Cosa sono gli anticorpi anti-transglutaminasi?
Sono autoanticorpi diretti contro l'enzima transglutaminasi tissutale, prodotti dall'organismo delle persone celiache in risposta all'ingestione di glutine. Il loro dosaggio nel sangue è il test sierologico di primo livello per la diagnosi di celiachia.
Gli anticorpi anti-transglutaminasi (anti-tTG) rappresentano il test sierologico di primo livello nella diagnosi di celiachia, raccomandato da tutte le principali linee guida nazionali e internazionali. Si tratta di un semplice prelievo di sangue che misura la presenza di autoanticorpi diretti contro la transglutaminasi tissutale, un enzima normalmente presente nella mucosa intestinale. Valori elevati di anti-tTG, in un soggetto che consuma regolarmente glutine, sono il primo segnale che orienta il medico verso l’approfondimento diagnostico per la malattia celiaca.

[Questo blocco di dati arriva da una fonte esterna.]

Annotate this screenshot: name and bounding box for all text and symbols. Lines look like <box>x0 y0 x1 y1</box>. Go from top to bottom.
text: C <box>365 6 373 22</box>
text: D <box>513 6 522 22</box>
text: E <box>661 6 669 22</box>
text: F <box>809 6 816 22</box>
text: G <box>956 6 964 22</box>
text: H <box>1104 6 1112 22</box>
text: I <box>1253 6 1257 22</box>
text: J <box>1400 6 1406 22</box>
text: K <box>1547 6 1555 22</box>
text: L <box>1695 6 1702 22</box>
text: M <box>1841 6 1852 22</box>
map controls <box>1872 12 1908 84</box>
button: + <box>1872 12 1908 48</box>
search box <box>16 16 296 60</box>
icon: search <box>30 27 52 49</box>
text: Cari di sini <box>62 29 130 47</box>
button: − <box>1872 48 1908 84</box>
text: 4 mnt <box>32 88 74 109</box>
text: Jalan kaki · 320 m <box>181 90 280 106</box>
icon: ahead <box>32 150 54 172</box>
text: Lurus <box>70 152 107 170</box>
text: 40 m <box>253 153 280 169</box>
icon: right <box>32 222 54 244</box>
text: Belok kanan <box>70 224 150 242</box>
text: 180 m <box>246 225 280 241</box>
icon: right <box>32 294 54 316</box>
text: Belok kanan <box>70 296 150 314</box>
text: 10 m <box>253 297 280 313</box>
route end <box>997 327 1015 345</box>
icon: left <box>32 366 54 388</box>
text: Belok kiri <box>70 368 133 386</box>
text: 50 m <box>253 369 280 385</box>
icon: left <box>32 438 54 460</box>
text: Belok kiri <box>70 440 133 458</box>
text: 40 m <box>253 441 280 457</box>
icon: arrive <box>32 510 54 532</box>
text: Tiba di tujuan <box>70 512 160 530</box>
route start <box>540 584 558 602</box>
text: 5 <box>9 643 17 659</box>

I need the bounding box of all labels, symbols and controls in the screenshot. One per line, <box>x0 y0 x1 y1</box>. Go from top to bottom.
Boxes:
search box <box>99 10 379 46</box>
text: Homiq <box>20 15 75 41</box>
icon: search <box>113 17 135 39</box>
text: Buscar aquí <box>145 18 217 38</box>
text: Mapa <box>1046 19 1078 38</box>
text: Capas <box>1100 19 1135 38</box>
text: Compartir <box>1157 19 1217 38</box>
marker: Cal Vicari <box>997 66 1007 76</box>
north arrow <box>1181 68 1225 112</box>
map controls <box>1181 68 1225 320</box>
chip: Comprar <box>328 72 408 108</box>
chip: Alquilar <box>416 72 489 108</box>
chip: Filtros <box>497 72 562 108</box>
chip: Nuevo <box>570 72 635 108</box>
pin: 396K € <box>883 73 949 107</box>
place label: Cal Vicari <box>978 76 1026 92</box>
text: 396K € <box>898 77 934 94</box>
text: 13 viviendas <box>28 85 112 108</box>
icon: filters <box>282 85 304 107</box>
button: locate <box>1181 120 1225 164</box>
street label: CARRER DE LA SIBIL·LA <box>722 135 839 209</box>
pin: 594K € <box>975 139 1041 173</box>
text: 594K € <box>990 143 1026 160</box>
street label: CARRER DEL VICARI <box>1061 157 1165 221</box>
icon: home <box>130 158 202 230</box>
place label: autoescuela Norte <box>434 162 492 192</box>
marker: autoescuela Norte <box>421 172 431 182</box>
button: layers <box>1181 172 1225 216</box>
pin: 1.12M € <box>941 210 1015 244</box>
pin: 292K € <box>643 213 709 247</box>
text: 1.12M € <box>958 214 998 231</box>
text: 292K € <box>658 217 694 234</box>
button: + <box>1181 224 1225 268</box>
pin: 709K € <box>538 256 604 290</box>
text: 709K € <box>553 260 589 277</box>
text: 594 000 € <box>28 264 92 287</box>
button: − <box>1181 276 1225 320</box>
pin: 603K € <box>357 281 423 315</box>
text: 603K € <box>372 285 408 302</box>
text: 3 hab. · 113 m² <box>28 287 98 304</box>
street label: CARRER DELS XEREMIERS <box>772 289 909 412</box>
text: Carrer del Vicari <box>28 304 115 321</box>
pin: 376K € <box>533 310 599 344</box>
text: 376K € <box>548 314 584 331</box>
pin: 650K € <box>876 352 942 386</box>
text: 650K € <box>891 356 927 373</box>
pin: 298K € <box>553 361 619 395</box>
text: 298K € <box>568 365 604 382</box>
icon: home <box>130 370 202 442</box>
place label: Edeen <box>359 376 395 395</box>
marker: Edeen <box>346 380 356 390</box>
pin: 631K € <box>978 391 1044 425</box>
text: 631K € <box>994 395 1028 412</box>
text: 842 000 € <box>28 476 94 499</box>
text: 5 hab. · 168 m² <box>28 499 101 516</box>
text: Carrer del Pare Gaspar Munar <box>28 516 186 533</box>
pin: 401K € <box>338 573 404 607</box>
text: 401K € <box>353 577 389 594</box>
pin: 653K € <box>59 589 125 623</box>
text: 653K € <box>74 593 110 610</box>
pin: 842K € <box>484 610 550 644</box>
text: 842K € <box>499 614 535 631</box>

Cos’è il dosaggio degli anticorpi anti-transglutaminasi
La transglutaminasi tissutale (tTG) è un enzima che svolge funzioni strutturali nelle cellule della mucosa intestinale. Nelle persone geneticamente predisposte alla celiachia, l’ingestione di glutine innesca una risposta autoimmunitaria anomala: il sistema immunitario produce anticorpi diretti contro questo enzima, danneggiando progressivamente i villi intestinali e compromettendo l’assorbimento dei nutrienti.

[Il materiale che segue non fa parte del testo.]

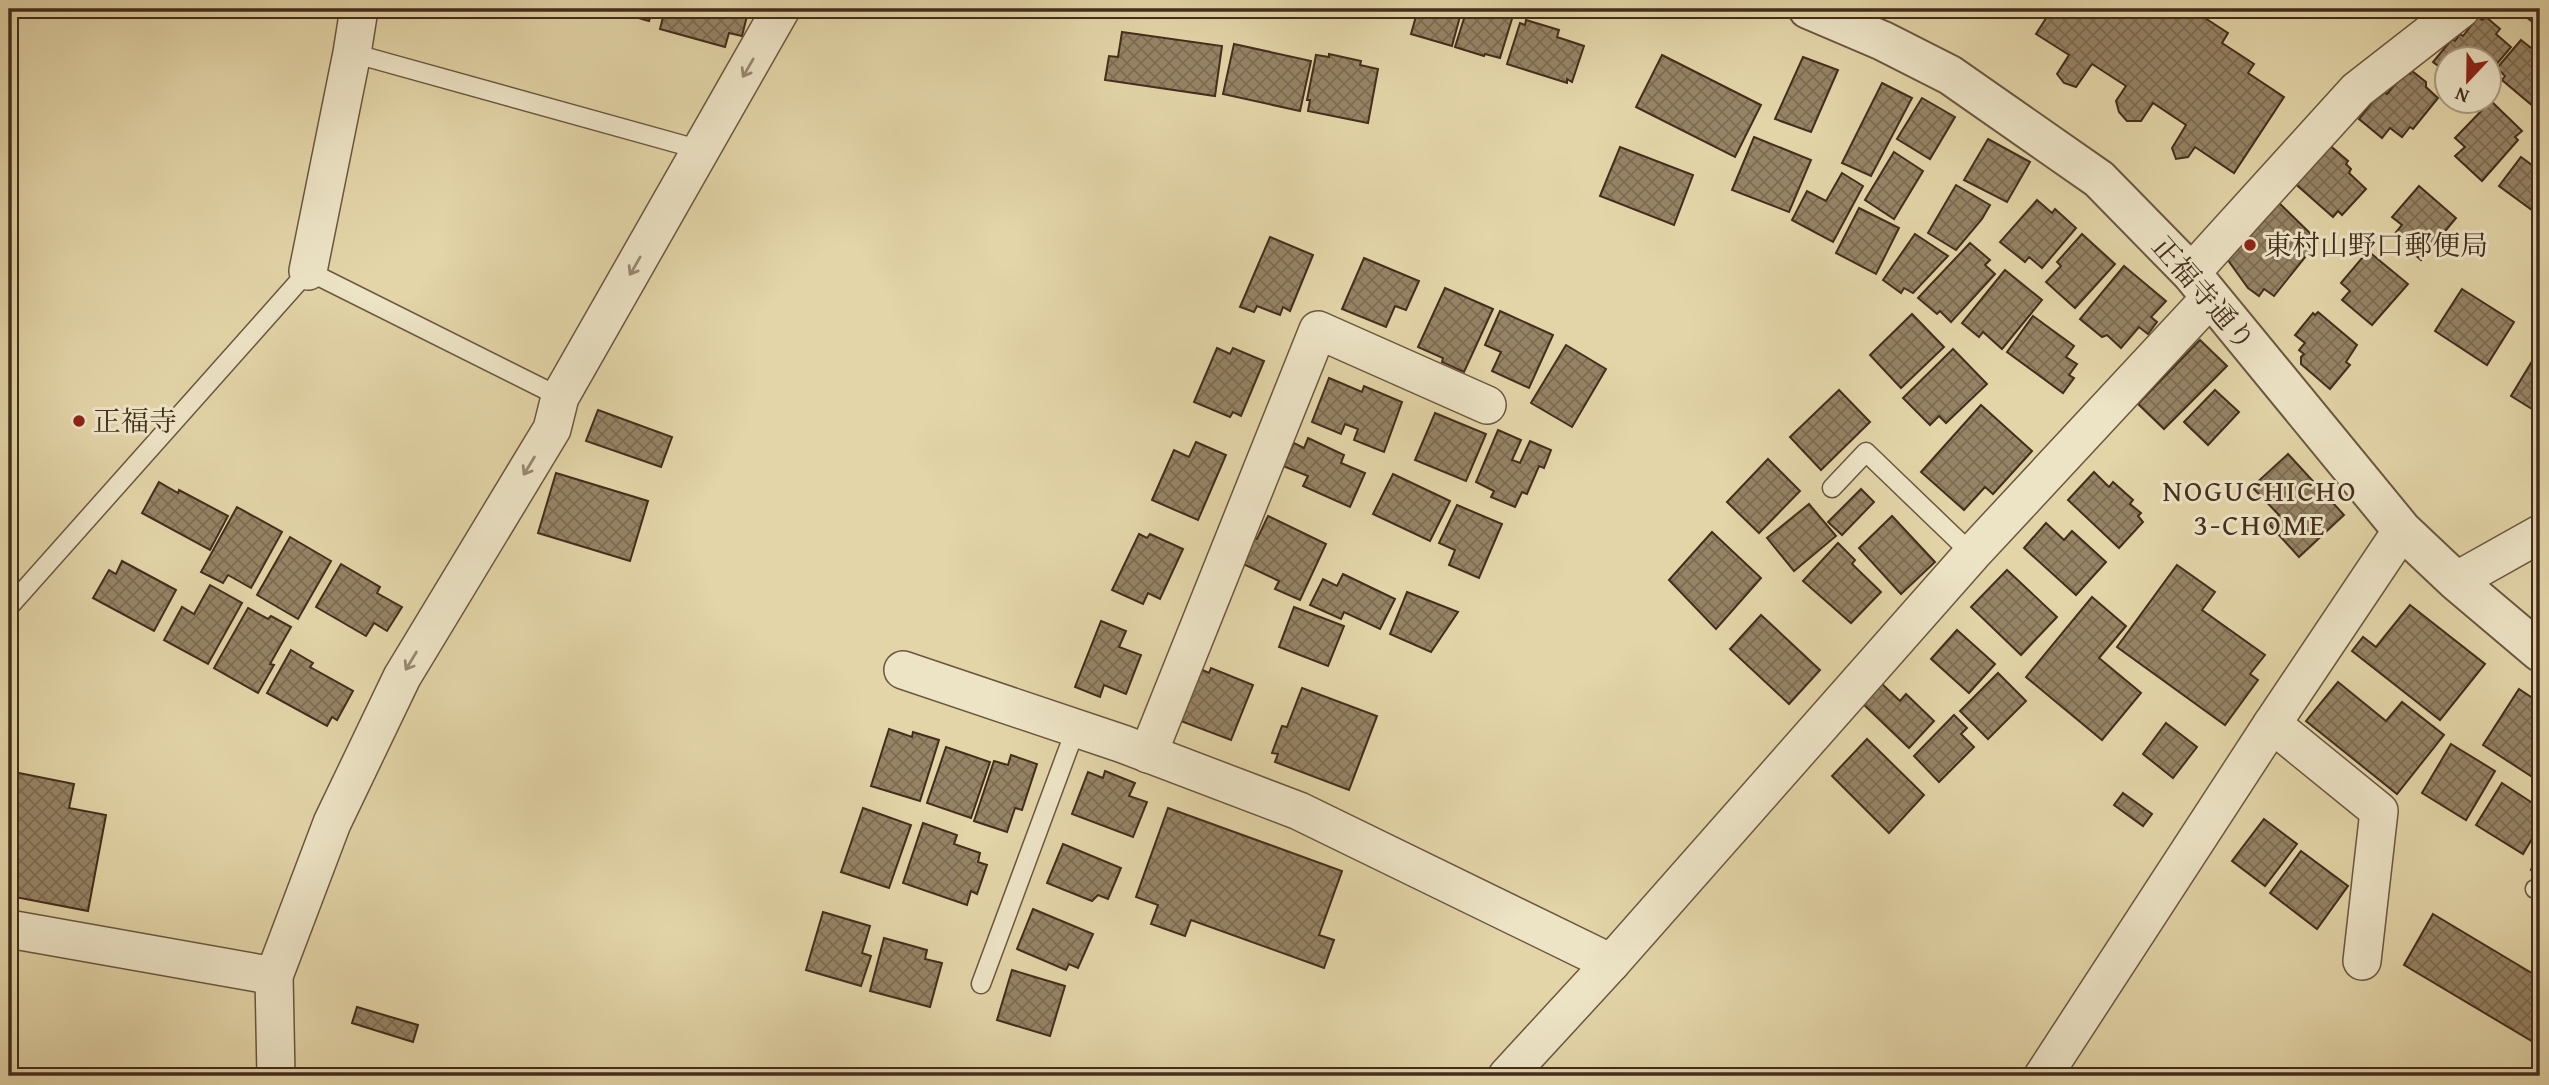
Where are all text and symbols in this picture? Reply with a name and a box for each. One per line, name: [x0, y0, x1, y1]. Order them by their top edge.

Il dosaggio degli anticorpi anti-tTG di classe IgA nel sangue è riconosciuto dalla comunità scientifica come il marcatore sierologico più affidabile per lo screening e il supporto alla diagnosi di celiachia. Le linee guida della European Society for Paediatric Gastroenterology, Hepatology and Nutrition (ESPGHAN), aggiornate nel 2020, e il protocollo diagnostico dell’Associazione Italiana Celiachia (AIC) lo indicano come primo esame da eseguire in caso di sospetto clinico, sia nell’adulto sia nel bambino.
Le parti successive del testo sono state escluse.